→ ABOUT THIS TASK
Only the text is wanted; write out each record below exactly and exclude all pictures.
◆ ◆ ◆ ◆ ◆ ◆ ◆
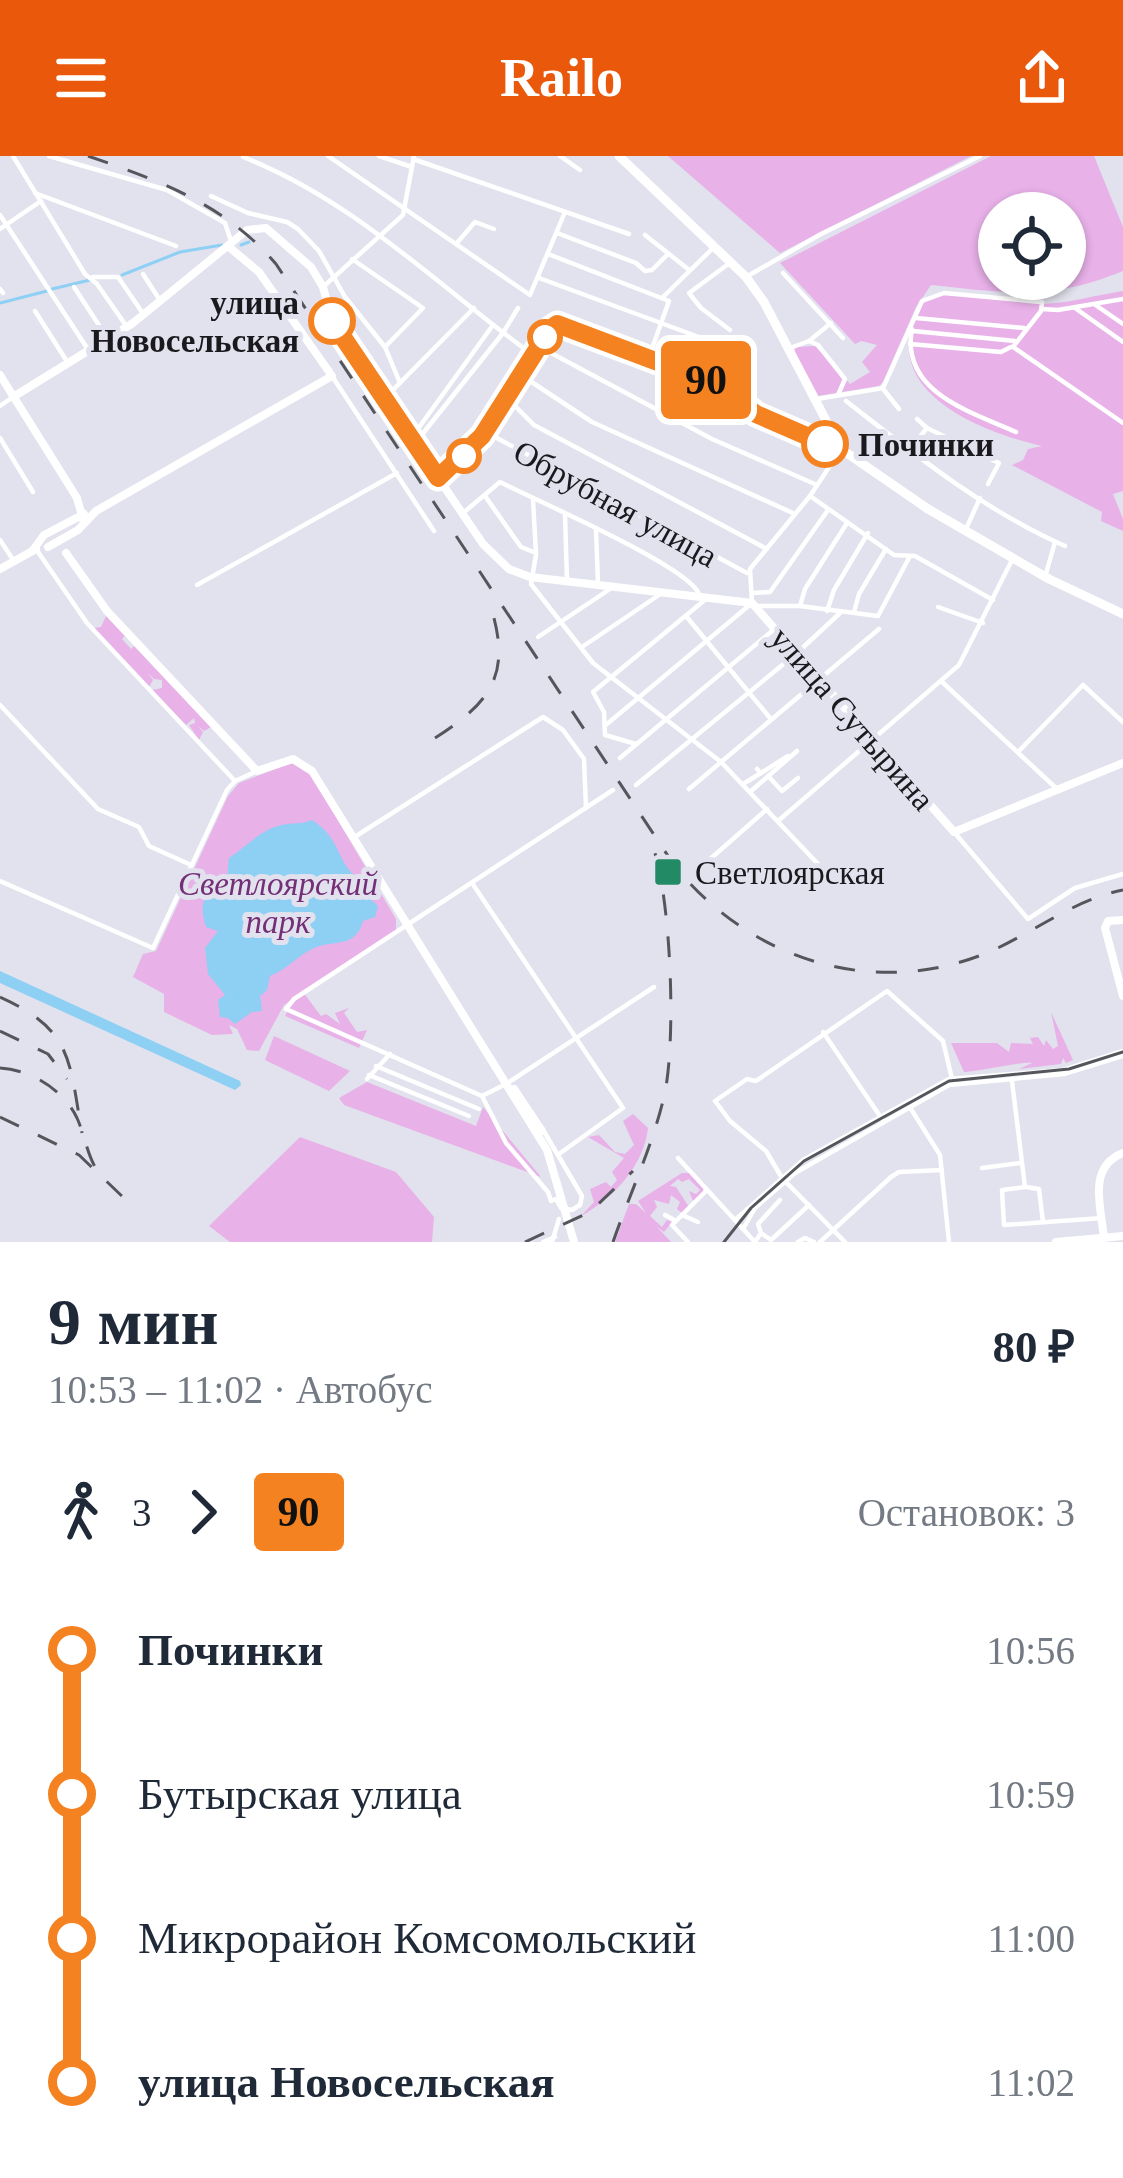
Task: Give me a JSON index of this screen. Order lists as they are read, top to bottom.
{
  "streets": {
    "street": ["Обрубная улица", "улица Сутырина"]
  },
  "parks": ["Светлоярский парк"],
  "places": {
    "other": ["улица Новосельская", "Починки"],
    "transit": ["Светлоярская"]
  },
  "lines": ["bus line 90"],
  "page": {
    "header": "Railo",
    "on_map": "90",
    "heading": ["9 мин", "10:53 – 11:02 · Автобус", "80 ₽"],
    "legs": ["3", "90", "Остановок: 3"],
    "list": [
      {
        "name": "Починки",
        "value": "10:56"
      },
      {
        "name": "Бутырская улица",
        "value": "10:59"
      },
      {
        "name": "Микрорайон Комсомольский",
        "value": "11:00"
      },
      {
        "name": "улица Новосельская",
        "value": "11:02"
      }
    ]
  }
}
◆ ◆ ◆ ◆ ◆ ◆ ◆
→ YOUR RESPONSE
Task: Give me a JSON index of this screen. Order lists as they are read, top to bottom.
{
  "streets": {
    "street": ["Обрубная улица", "улица Сутырина"]
  },
  "parks": ["Светлоярский парк"],
  "places": {
    "other": ["улица Новосельская", "Починки"],
    "transit": ["Светлоярская"]
  },
  "lines": ["bus line 90"],
  "page": {
    "header": "Railo",
    "on_map": "90",
    "heading": ["9 мин", "10:53 – 11:02 · Автобус", "80 ₽"],
    "legs": ["3", "90", "Остановок: 3"],
    "list": [
      {
        "name": "Починки",
        "value": "10:56"
      },
      {
        "name": "Бутырская улица",
        "value": "10:59"
      },
      {
        "name": "Микрорайон Комсомольский",
        "value": "11:00"
      },
      {
        "name": "улица Новосельская",
        "value": "11:02"
      }
    ]
  }
}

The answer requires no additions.